The media were corrupting the election by printing false news, he alleged. Millions of people were on the voters' lists who didn't belong there. The women accusing him of sexual assault were probably planted by the Clinton campaign. So he'd see what happened on election night.

"I will tell you at the time. I will keep you in suspense," the Republican nominee declared, to gasps from the audience and in living rooms across the nation and around the world.

Mr. Trump has said before that he believes the election might be rigged against him. But in previous debates, which are formal and quasi-official parts of the electoral process, he has always promised to respect the people's will.

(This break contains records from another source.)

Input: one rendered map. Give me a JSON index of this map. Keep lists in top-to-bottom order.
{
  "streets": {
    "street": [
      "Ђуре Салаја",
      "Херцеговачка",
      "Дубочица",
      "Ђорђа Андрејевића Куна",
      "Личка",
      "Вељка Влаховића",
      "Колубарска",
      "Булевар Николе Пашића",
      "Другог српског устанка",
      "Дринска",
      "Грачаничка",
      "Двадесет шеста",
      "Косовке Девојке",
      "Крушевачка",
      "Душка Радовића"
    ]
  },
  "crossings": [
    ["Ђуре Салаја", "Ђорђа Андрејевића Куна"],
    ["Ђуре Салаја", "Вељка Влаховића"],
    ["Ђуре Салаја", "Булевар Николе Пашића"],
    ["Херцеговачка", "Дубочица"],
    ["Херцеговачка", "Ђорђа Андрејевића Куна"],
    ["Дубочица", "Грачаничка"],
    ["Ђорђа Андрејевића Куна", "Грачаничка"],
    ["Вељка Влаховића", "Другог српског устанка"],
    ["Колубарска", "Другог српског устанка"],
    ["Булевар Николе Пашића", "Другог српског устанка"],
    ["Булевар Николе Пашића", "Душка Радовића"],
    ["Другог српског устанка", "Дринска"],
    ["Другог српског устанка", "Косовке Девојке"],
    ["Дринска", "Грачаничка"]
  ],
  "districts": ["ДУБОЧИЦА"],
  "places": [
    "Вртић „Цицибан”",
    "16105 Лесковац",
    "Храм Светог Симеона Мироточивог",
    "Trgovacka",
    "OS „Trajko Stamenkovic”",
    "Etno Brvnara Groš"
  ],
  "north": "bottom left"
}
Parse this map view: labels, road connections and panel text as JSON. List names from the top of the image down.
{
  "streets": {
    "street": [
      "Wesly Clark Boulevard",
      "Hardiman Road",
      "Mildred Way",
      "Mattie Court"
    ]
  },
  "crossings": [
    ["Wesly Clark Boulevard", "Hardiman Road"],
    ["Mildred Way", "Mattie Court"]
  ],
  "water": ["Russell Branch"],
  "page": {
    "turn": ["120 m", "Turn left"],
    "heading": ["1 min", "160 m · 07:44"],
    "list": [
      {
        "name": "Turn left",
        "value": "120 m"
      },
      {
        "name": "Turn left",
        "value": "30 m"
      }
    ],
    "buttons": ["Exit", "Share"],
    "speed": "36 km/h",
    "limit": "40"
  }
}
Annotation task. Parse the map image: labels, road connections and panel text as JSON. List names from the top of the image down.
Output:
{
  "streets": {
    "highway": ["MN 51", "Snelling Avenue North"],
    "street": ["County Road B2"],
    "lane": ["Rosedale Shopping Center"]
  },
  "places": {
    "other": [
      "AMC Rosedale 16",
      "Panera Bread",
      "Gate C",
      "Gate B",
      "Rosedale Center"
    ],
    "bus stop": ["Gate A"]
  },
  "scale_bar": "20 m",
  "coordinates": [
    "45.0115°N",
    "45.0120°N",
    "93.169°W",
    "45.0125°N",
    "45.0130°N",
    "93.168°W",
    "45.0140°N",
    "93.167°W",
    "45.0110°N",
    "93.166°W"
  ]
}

Related: Trump refuses to say he will accept election result in final debate

Relayed: What you missed during the third presidential debate

"He is denigrating, he is talking down our democracy. And I for one am appalled," Hillary Clinton responded, but he overshadowed her this time. Whatever else has happened in the past three weeks, Mr. Trump has finally learned the art of the presidential debate. He was energetic, focused, on message and borderline treasonous.

Did he mean to do it? He must have. Will it work? How can it? But we'll have to see.

Mr. Trump was truly vicious Wednesday night. His opponent, he claimed at one point, was an unconvicted felon.

"She shouldn't be allowed to run," he accused. "She's guilty of a very very serious crime." You know – e-mails, and the Clinton Foundation and other things that have been investigated by the FBI and others, who Mr. Trump also suspects are in on the con.

Ms. Clinton fought back, quoting her former rival Senator Bernie Sanders, who said that Mr. Trump was "the most dangerous person to run for president in the modern history of America." But she seemed, at times, unable to engage, to grapple with him.

With less than three weeks to go, Mr. Trump is going to lose this election emphatically, unless he can change the game.

The RealClearPolitics compendium of polls has him more than six points behind Ms. Clinton, a virtually unleapable breach. The fivethirtyeight.com election forecast gives Ms. Clinton an 87 per cent chance of victory. Mr. Trump trails in almost every battleground state.

He had to roll the dice. Claiming the election is rigged at a televised debate is one heck of a toss.

Ms. Clinton clearly hoped to rattle Mr. Trump, as she had rattled him in past debates, with fresh allegations. But he was ready this time. She tried to tie Mr. Trump to Vladimir Putin, saying the Russian leader was clearly the architect of the WikiLeaks dump that embarrassed her campaign.

"We've never had a foreign government trying to interfere in our election," Ms. Clinton observed, quite accurately (as far as we know). Mr. Trump simply shrugged.

"She doesn't like Putin because Putin has outsmarted her every step of the way," he shot back. "If the United States got along with Russia, it wouldn't be so bad."

Ms. Clinton also accused Mr. Trump of using the very Chinese steel in his buildings that Mr. Trump has vowed to block.

"I would make it impossible for me to do that," he rebutted. Commentators reported that Mr. Trump agreed to seriously rehearse for this debate. It showed.

The debates have always been Mr. Trump's Achilles heel. In the first, Ms. Clinton got him to admit he didn't pay income tax. She simply mentioned Miss Universe 1996 and he lost it for a week. In the second, she successfully exploited the public shock over the 2005 sex-talk tape.

Now, in the third, he has refused to declare whether he will even respect the result of the election. But it was his call, his timing, his decision, not hers. She just watched.

Does he think that will actually help him? Is he right?